PROBLEM TO SOLVE: Please state how many lines of the records hold the string "overflow", giving nothing but the number.

MATERIAL FOR THIS TASK:
════════════════════
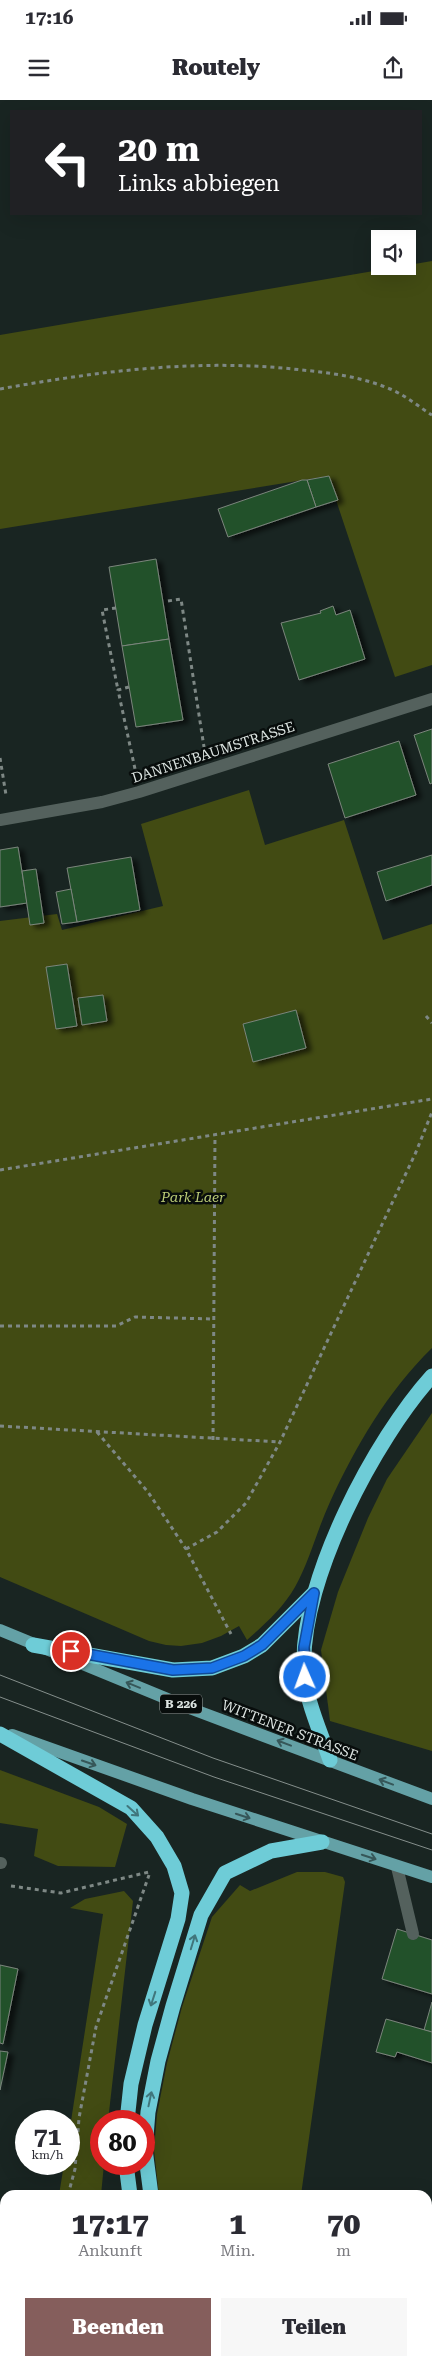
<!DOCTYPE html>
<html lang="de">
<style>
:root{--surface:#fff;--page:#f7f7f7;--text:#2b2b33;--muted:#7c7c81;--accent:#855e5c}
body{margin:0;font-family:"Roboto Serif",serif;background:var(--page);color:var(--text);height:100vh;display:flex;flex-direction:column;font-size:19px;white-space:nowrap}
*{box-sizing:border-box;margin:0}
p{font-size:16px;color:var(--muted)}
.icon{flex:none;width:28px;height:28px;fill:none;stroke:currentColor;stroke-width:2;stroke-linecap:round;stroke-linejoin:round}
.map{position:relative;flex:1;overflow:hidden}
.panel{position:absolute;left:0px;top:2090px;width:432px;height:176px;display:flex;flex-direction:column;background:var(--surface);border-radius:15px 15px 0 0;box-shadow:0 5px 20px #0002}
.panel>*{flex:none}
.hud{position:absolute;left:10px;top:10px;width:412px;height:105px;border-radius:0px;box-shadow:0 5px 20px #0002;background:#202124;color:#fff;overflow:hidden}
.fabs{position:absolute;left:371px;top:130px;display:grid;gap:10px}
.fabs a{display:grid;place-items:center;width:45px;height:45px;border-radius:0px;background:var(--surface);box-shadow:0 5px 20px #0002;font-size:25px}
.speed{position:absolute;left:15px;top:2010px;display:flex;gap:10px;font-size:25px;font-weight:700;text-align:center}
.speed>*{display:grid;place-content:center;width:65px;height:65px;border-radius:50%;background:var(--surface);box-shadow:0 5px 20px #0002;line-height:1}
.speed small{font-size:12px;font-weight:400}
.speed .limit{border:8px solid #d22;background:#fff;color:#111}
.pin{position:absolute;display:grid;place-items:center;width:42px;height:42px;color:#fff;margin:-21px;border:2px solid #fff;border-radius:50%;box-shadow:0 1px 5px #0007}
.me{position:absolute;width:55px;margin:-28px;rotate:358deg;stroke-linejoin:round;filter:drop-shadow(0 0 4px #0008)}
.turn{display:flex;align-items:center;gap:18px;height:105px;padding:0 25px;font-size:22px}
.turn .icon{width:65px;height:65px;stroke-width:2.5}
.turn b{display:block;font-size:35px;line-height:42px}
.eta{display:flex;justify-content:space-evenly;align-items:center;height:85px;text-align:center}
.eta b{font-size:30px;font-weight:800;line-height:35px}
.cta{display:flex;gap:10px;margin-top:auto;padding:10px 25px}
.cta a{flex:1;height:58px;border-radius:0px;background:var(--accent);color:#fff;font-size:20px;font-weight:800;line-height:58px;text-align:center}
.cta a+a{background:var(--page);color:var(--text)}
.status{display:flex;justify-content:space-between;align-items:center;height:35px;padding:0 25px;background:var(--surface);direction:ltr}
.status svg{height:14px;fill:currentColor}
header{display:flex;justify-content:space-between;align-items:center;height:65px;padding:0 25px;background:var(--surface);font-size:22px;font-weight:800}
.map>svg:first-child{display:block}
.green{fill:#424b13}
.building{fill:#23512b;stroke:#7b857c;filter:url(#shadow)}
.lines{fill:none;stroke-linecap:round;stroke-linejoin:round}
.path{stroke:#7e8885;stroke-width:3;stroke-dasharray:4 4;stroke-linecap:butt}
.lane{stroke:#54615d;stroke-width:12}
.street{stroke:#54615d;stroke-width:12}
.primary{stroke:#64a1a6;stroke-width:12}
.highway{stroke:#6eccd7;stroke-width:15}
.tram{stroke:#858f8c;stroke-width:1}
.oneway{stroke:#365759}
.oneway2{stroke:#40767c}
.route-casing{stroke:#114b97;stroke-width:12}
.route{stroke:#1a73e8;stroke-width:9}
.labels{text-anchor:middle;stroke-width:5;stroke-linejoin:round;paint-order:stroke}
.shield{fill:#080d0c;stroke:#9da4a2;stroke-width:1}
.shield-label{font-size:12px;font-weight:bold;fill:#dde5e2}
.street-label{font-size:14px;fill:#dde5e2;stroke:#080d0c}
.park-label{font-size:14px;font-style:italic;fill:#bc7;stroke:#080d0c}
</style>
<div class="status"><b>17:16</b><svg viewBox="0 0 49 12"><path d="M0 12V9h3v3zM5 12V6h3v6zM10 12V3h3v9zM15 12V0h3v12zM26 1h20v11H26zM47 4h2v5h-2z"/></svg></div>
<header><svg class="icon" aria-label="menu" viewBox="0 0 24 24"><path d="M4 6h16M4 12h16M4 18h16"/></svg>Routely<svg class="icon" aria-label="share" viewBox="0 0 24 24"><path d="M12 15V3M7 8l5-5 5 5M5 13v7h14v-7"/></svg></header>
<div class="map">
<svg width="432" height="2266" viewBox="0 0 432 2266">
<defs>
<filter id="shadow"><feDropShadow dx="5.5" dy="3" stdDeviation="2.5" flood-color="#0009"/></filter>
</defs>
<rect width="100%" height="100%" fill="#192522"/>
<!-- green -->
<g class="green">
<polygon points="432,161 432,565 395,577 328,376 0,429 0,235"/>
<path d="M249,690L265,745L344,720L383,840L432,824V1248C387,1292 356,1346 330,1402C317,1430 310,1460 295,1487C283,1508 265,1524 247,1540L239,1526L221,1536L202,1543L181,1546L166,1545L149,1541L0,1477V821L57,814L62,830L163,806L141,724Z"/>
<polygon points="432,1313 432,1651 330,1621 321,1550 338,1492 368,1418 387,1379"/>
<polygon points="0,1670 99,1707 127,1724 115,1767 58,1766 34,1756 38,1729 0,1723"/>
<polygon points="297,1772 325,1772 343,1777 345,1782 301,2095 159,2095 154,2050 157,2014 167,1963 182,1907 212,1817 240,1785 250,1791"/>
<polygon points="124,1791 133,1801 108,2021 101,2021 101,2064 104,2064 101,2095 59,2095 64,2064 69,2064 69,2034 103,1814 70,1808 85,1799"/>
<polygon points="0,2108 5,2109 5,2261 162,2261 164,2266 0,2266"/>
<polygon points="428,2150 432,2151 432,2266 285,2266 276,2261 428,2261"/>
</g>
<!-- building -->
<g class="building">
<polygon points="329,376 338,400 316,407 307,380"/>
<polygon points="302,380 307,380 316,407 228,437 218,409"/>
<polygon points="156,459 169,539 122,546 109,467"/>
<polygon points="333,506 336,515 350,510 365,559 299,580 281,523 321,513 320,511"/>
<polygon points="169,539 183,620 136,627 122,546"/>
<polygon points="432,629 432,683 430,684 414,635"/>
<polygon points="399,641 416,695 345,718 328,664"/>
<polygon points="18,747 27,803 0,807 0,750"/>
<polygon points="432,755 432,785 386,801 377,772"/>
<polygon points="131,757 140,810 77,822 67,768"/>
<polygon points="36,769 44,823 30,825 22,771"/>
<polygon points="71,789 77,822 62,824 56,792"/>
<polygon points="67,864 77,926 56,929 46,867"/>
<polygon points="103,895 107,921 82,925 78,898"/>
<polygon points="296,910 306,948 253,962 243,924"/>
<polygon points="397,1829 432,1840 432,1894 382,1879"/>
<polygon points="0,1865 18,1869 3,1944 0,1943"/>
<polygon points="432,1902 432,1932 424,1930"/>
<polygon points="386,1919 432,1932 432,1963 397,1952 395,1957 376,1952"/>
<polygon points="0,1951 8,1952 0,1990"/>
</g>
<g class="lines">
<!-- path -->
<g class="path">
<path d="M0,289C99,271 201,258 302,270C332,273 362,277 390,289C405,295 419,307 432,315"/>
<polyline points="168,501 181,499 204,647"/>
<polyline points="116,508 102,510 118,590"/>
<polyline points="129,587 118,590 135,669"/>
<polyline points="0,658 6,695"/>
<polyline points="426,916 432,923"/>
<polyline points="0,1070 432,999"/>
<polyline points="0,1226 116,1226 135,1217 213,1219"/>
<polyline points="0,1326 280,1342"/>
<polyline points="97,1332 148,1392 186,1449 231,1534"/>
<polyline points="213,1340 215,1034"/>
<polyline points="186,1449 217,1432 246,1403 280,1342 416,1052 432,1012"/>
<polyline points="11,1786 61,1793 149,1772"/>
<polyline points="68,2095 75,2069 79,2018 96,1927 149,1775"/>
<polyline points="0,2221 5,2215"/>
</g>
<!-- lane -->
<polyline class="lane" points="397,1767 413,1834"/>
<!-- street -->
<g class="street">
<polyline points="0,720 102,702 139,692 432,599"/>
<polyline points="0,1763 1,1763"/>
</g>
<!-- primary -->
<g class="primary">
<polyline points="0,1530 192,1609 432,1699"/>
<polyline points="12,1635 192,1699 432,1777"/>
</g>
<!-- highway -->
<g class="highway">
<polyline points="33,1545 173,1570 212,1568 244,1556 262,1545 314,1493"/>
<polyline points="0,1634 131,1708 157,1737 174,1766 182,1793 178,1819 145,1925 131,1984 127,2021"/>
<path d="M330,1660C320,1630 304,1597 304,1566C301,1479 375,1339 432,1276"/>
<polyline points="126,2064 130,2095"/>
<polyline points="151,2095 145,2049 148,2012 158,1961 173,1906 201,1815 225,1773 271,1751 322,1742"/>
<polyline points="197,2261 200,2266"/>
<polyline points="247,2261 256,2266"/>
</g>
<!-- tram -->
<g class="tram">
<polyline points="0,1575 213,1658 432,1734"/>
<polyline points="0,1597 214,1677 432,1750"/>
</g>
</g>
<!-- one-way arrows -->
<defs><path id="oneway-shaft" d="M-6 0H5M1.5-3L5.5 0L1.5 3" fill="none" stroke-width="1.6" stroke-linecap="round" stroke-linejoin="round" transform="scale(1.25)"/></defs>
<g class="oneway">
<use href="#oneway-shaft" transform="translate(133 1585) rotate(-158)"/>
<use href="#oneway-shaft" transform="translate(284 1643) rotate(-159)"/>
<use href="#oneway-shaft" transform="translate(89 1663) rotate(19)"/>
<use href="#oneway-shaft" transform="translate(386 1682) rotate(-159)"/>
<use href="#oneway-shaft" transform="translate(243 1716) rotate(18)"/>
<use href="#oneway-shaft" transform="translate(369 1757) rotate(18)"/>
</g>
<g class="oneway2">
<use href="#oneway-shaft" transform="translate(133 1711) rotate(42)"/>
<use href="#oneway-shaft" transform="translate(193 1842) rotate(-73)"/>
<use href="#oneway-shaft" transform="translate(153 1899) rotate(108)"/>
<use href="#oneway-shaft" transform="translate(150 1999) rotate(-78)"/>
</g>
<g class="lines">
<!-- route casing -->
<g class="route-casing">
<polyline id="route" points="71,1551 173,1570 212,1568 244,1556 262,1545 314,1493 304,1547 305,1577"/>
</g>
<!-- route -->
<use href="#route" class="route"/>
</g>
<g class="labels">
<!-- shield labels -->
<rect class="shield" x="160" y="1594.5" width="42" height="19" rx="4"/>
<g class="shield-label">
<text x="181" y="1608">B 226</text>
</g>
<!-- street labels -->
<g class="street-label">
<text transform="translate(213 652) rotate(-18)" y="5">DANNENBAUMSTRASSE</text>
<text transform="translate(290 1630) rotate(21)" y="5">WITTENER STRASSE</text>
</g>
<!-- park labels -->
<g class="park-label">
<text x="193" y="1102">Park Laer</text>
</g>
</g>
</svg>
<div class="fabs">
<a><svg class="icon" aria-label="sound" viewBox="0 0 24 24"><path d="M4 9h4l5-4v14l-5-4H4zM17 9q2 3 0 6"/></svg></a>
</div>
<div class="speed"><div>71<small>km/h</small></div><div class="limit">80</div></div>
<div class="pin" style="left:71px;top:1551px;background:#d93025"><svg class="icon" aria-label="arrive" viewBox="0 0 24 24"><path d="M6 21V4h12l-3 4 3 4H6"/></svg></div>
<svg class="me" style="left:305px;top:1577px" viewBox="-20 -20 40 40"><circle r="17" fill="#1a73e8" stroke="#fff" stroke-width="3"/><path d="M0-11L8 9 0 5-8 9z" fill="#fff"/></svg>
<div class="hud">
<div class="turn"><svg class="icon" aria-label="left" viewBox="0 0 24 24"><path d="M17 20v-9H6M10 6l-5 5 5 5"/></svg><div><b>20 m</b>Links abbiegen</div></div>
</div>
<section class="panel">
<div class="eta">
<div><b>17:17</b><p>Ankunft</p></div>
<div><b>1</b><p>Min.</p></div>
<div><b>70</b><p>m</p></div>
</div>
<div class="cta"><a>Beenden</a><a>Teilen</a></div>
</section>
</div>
════════════════════
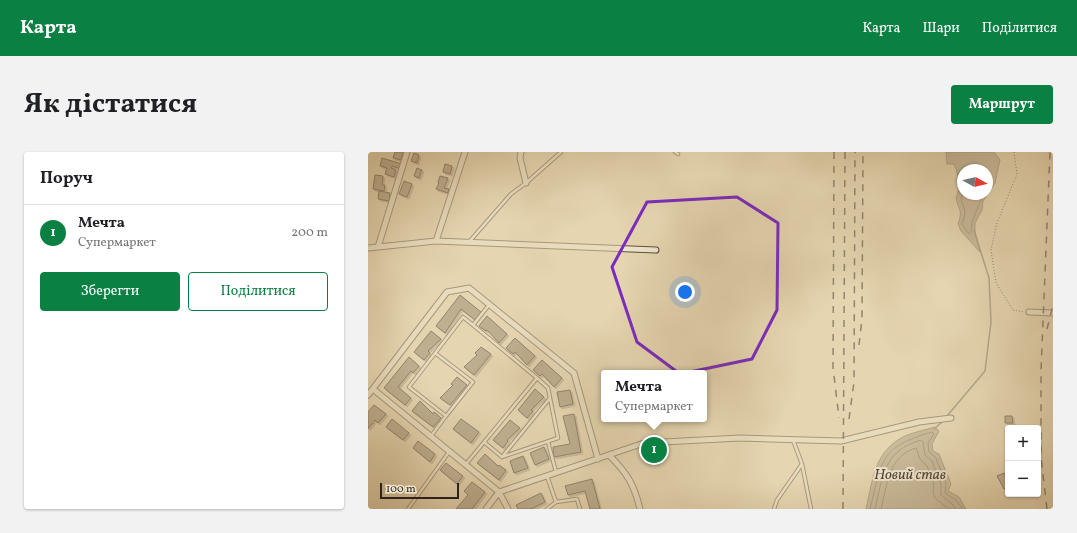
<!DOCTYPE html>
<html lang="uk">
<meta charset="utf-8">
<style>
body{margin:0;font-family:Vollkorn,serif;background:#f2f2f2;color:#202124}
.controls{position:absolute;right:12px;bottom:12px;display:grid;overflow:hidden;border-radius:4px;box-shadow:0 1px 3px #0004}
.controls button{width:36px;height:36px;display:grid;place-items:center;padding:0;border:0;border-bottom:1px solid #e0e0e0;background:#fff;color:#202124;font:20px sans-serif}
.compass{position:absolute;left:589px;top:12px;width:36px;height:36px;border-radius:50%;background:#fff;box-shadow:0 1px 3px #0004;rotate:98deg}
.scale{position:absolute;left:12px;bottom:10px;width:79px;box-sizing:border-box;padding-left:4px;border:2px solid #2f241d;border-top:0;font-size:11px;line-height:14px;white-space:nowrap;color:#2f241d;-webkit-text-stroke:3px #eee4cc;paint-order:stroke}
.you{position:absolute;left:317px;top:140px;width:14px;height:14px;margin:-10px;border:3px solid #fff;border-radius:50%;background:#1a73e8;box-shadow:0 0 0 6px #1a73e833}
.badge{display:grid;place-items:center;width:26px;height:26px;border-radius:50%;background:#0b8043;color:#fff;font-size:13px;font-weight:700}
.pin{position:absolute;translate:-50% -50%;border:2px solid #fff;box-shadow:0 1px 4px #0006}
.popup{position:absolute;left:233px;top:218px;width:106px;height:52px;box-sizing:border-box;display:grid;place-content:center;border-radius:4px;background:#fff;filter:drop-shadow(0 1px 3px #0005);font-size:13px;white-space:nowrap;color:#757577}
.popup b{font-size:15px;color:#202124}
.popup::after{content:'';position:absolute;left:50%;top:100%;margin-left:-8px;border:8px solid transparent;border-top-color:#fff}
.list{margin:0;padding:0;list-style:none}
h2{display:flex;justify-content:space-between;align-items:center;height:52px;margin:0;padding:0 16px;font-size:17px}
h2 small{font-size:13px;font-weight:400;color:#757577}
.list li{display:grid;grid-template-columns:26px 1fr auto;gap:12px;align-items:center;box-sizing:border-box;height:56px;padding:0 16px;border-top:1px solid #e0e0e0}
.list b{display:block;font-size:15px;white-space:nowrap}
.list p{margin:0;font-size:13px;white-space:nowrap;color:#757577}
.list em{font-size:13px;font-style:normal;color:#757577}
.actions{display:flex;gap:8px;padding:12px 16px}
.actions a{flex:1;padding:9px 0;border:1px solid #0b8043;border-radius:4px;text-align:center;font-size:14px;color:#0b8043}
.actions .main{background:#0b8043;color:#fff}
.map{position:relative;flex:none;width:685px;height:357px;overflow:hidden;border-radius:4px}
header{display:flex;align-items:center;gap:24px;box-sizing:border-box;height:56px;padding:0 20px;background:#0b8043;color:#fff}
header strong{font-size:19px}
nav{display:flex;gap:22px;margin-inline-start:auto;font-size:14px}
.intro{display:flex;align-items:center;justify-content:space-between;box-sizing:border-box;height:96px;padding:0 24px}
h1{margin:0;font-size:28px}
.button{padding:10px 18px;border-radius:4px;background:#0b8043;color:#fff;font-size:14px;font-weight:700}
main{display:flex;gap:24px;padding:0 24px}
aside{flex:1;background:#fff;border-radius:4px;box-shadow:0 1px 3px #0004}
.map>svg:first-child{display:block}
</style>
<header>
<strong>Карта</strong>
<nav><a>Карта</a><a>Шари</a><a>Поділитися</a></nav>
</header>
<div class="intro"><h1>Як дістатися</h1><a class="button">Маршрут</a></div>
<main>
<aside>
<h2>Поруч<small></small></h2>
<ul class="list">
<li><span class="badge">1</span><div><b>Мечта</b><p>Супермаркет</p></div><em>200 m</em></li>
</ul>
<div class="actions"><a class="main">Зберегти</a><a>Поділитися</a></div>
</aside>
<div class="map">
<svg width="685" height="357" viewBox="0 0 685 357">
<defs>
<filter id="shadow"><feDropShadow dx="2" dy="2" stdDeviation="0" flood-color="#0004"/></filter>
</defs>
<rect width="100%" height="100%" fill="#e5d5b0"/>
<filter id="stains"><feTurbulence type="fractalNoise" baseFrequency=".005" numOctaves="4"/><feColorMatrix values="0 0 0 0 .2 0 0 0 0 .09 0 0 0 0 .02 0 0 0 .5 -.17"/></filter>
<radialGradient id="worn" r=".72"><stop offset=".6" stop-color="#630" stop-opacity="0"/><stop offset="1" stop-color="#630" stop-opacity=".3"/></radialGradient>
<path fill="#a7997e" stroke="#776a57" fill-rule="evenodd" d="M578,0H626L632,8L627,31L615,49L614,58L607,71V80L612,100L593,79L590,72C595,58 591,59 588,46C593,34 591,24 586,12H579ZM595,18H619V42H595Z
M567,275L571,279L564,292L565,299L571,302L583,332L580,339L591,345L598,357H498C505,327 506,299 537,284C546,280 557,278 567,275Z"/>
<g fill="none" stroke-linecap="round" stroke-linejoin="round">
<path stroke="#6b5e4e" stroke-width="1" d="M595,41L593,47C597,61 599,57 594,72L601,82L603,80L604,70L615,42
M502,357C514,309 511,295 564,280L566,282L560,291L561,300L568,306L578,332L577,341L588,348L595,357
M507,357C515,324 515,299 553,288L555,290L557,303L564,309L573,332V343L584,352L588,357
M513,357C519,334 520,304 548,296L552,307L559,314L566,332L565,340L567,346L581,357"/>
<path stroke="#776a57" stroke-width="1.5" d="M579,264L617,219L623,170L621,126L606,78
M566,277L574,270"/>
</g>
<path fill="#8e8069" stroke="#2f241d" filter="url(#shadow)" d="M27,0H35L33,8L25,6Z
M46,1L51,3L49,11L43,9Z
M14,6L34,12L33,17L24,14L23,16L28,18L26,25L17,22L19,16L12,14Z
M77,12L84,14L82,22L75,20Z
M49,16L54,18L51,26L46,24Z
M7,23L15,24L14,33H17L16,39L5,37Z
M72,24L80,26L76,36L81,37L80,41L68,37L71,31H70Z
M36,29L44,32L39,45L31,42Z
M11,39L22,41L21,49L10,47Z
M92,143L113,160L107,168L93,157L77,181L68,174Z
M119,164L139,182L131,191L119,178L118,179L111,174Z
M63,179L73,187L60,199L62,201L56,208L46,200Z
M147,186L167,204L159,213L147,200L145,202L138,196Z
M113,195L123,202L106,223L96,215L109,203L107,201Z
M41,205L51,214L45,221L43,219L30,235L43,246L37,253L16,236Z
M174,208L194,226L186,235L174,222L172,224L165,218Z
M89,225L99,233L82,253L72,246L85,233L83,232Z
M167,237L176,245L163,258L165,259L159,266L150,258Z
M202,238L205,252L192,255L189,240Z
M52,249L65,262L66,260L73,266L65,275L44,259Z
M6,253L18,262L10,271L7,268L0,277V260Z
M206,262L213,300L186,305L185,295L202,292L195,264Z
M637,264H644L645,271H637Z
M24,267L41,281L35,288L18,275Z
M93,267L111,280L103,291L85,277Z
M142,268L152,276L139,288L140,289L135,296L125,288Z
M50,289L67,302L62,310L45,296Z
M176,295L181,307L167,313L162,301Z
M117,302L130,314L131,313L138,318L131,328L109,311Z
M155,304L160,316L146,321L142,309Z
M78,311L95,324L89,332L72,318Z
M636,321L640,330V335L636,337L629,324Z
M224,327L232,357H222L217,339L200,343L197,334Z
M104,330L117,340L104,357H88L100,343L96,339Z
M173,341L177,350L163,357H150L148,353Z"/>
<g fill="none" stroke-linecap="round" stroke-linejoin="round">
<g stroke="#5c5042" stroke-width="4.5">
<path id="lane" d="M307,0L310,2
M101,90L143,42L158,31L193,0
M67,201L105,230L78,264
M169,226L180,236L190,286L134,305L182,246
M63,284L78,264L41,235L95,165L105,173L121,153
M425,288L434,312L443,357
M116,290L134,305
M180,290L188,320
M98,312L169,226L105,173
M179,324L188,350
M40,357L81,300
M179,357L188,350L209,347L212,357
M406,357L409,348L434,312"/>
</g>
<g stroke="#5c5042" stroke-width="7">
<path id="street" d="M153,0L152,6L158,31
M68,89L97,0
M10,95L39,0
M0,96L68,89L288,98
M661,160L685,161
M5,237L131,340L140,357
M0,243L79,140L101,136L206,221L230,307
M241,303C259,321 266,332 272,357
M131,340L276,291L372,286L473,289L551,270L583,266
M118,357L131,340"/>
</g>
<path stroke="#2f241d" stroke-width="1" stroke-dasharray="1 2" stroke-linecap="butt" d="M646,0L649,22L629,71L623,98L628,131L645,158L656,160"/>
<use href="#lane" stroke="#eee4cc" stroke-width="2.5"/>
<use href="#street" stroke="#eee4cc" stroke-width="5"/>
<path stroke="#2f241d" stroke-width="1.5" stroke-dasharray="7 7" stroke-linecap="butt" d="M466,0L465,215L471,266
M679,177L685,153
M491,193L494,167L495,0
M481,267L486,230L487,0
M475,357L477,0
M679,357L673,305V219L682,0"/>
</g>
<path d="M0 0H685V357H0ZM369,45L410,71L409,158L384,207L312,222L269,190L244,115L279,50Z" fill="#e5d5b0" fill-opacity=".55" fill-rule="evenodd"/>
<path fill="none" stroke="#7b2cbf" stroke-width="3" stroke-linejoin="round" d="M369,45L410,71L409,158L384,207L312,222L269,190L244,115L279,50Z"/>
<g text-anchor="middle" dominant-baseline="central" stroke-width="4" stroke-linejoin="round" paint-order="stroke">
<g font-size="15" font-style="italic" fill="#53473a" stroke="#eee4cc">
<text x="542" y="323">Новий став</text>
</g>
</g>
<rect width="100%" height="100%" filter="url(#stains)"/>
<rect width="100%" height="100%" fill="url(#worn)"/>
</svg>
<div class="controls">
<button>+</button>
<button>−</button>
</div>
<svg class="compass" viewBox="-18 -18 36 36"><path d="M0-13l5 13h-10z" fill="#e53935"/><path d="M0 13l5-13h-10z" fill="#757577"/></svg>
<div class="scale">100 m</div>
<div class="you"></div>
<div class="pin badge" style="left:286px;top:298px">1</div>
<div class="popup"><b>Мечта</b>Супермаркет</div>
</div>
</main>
════════════════════
RESPONSE: 4